This colloquium will survey the history of Christian engagement with the state in the West. We will consider primary texts from the period of Roman persecution in the second century through the present day, with frameworks and prompts provided by the facilitators. We will focus on how the church in the West has viewed the state, but we will also explore how the church has both changed and been changed by the state, and how these impacts have varied depending on local and global conditions. Our sessions will take place the evening of September 14 through the late afternoon of September 15 at the headquarters of the American Bible Society in the historic section of Philadelphia. Our colloquium will conclude with a tour of the historic section of Philadelphia on the morning of September 16.
Chris R. Armstrong, Ph.D.
Director of Opus: The Art of Work and Professor, Wheaton College
Chris R. Armstrong is a church historian (Duke Ph.D. in American Christian history) who taught from 2004 to 2013 at Bethel Seminary, St Paul, Minn. At Bethel, he founded and directed an initiative on faith, work, and economics called Work with Purpose. In 2014 he came to Wheaton College to found and direct Opus: The Art of Work, an externally funded institute on faith and vocation. He was drawn to church history because he wanted to know how Christians have lived out their understandings of God, humanity, and the world; the same impulse drives his current research on faith, vocation, and human flourishing.

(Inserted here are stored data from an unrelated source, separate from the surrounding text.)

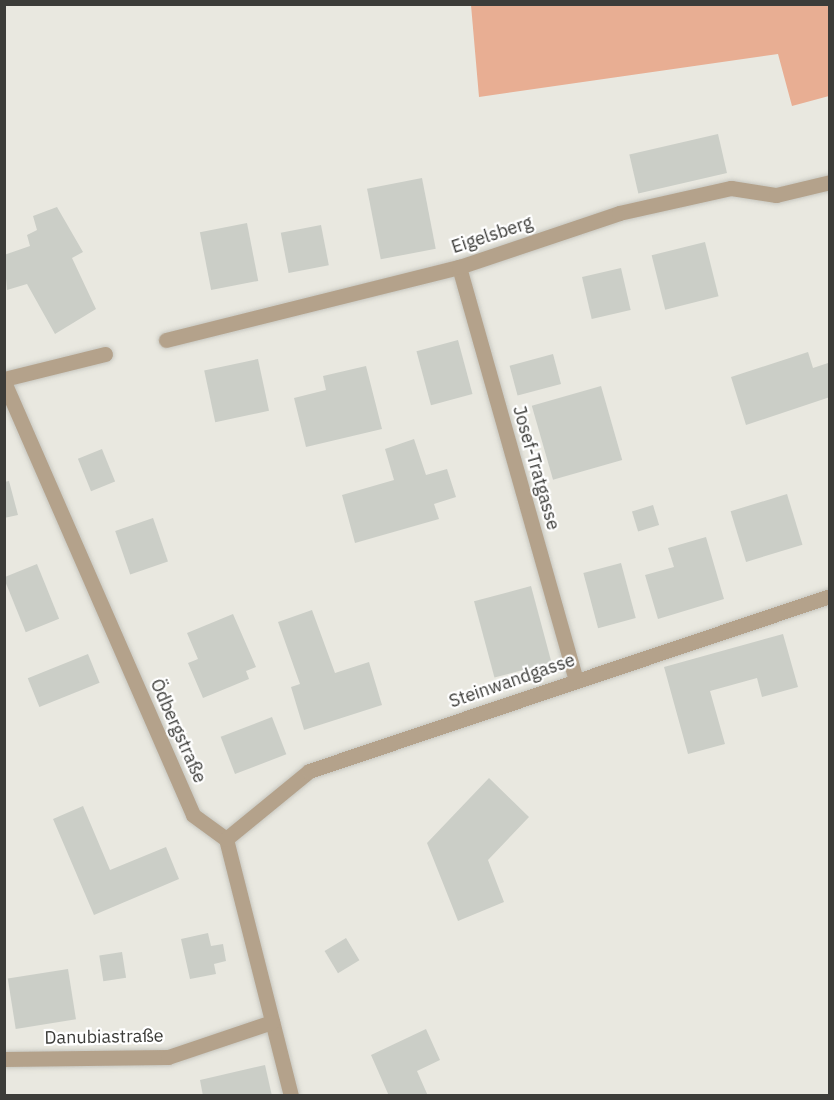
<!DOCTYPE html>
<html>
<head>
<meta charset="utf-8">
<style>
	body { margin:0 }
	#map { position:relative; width:834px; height:1100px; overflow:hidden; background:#e9e8e0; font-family:"IBM Plex Sans",sans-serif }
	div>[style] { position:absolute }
	.green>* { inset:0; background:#e8ae93 }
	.building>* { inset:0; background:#cbcec7; transform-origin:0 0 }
	.roads { filter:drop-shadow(0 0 2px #c6c6bf) drop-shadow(0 0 2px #c6c6bf) }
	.minor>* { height:15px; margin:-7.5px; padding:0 7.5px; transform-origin:7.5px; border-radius:7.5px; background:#b4a28b }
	span { translate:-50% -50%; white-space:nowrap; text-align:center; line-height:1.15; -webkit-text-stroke:4.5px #fff; paint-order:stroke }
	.street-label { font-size:18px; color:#3c3c39 }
	.frame { position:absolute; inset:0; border:6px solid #3c3c39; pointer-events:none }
</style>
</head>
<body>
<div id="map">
	<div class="green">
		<i style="clip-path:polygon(471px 5px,829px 5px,829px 96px,792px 106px,778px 54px,479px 97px)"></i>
	</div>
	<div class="building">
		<i style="left:718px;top:134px;width:40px;height:91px;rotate:77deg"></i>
		<i style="left:422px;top:178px;width:72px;height:56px;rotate:79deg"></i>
		<i style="clip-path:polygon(57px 207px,83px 252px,72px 258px,96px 309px,55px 334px,27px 284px,7px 290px,4px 255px,30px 246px,27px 235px,37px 230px,33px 216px)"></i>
		<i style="left:247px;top:223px;width:59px;height:48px;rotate:79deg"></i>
		<i style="left:321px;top:225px;width:41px;height:41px;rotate:79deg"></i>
		<i style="left:705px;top:242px;width:56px;height:55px;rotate:76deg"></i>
		<i style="left:621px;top:268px;width:43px;height:40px;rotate:77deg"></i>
		<i style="left:458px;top:340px;width:56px;height:43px;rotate:75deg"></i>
		<i style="clip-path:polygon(808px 352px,813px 368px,828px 363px,830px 397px,746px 425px,731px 377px)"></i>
		<i style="left:553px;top:354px;width:31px;height:45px;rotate:75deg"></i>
		<i style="left:258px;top:359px;width:53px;height:55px;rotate:78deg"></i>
		<i style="clip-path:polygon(366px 366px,382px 429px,306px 447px,294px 398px,326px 390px,323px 376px)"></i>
		<i style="left:601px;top:386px;width:77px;height:72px;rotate:74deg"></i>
		<i style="clip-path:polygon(414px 439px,426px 475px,447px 469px,456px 497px,434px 504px,439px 519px,355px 543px,342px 495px,394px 480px,385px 449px)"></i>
		<i style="left:102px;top:449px;width:35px;height:26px;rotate:68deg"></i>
		<i style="clip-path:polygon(9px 481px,18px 515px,4px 518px,4px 482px)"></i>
		<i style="left:787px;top:494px;width:53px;height:59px;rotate:73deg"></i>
		<i style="left:653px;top:505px;width:21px;height:22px;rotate:73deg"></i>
		<i style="left:153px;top:518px;width:46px;height:40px;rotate:71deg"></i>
		<i style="clip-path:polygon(706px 537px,724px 599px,658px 619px,645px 575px,674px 567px,668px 548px)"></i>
		<i style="left:621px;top:563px;width:57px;height:39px;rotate:75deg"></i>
		<i style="left:37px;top:564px;width:59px;height:36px;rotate:68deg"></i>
		<i style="left:531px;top:586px;width:79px;height:59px;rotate:75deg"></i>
		<i style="clip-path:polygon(312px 610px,335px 673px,369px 662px,382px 705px,304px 730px,291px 687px,300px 684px,278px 622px)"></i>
		<i style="clip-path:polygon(233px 614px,256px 667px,246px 671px,249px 679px,203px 698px,188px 663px,198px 659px,187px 633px)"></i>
		<i style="clip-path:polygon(783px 634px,798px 687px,762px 697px,757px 678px,710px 691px,725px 744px,688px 754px,664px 667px)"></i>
		<i style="left:88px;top:654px;width:31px;height:65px;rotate:68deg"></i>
		<i style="left:272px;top:717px;width:40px;height:55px;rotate:69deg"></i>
		<i style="clip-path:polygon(489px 778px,529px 817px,488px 860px,504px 902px,458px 921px,427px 843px)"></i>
		<i style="clip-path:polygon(83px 806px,110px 870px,166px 847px,179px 879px,94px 915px,53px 819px)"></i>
		<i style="clip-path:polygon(208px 933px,211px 946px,223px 944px,226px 961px,214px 964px,216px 974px,190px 979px,181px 939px)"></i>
		<i style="left:346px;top:938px;width:26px;height:25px;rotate:59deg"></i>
		<i style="left:122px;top:952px;width:26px;height:23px;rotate:81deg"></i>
		<i style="left:68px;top:969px;width:51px;height:61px;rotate:81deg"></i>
		<i style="clip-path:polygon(426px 1029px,440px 1060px,417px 1071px,428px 1096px,389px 1096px,371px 1055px)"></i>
		<i style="clip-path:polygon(265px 1065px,272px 1096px,203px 1096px,200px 1080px)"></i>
	</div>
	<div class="roads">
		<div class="minor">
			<i style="left:459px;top:267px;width:429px;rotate:74.2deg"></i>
			<i style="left:166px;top:340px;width:302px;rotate:-14deg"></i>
			<i style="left:459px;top:267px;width:169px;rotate:-18.6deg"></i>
			<i style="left:619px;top:213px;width:115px;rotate:-12.6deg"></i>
			<i style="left:731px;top:188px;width:46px;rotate:8.8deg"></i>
			<i style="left:776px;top:195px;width:56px;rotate:-13.5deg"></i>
			<i style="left:4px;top:379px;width:104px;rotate:-13.9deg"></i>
			<i style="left:4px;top:382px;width:472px;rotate:66.4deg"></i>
			<i style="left:193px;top:815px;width:41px;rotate:36deg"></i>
			<i style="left:226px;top:839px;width:265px;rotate:75.8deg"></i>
			<i style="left:226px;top:839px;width:107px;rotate:-39.3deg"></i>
			<i style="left:309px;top:771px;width:550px;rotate:-18.57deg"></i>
			<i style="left:4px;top:1059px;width:164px;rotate:-0.7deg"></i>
			<i style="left:168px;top:1057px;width:110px;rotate:-18.6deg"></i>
		</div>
	</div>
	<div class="street-label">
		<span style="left:492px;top:235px;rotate:-18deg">Eigelsberg</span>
		<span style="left:536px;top:468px;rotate:74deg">Josef-Tratgasse</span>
		<span style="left:512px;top:681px;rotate:-19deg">Steinwandgasse</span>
		<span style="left:178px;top:731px;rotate:66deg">Ödbergstraße</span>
		<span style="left:104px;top:1037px;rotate:-1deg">Danubiastraße</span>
	</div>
	<div class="frame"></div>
</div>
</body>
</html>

His recent book Medieval Wisdom for Modern Christians: Finding Authentic Faith in a Forgotten Age with C S Lewis (Brazos, 2016) finds in medieval Christian tradition some very “earthy” helps to living well in our natural, social, and cultural worlds.
John D. Wilsey, Ph.D.
Associate Professor of History, The Southern Baptist Theological Seminary
2017-18 William E. Simon Visiting Fellow in Religion and Public Life, Princeton University
John D. Wilsey serves as affiliate scholar in theology and history for the Acton Institute. He is also associate professor of history at The Southern Baptist Theological Seminary in Louisville, Kentucky. John's research area is in American church history, specifically the history of American religious nationalism and Christianity and public life. He is the author of two books and editor of a recently released abridgment of Alexis de Tocqueville's Democracy in America. He is presently writing a religious biography of John Foster Dulles for Eerdmans' Religious Biography Series.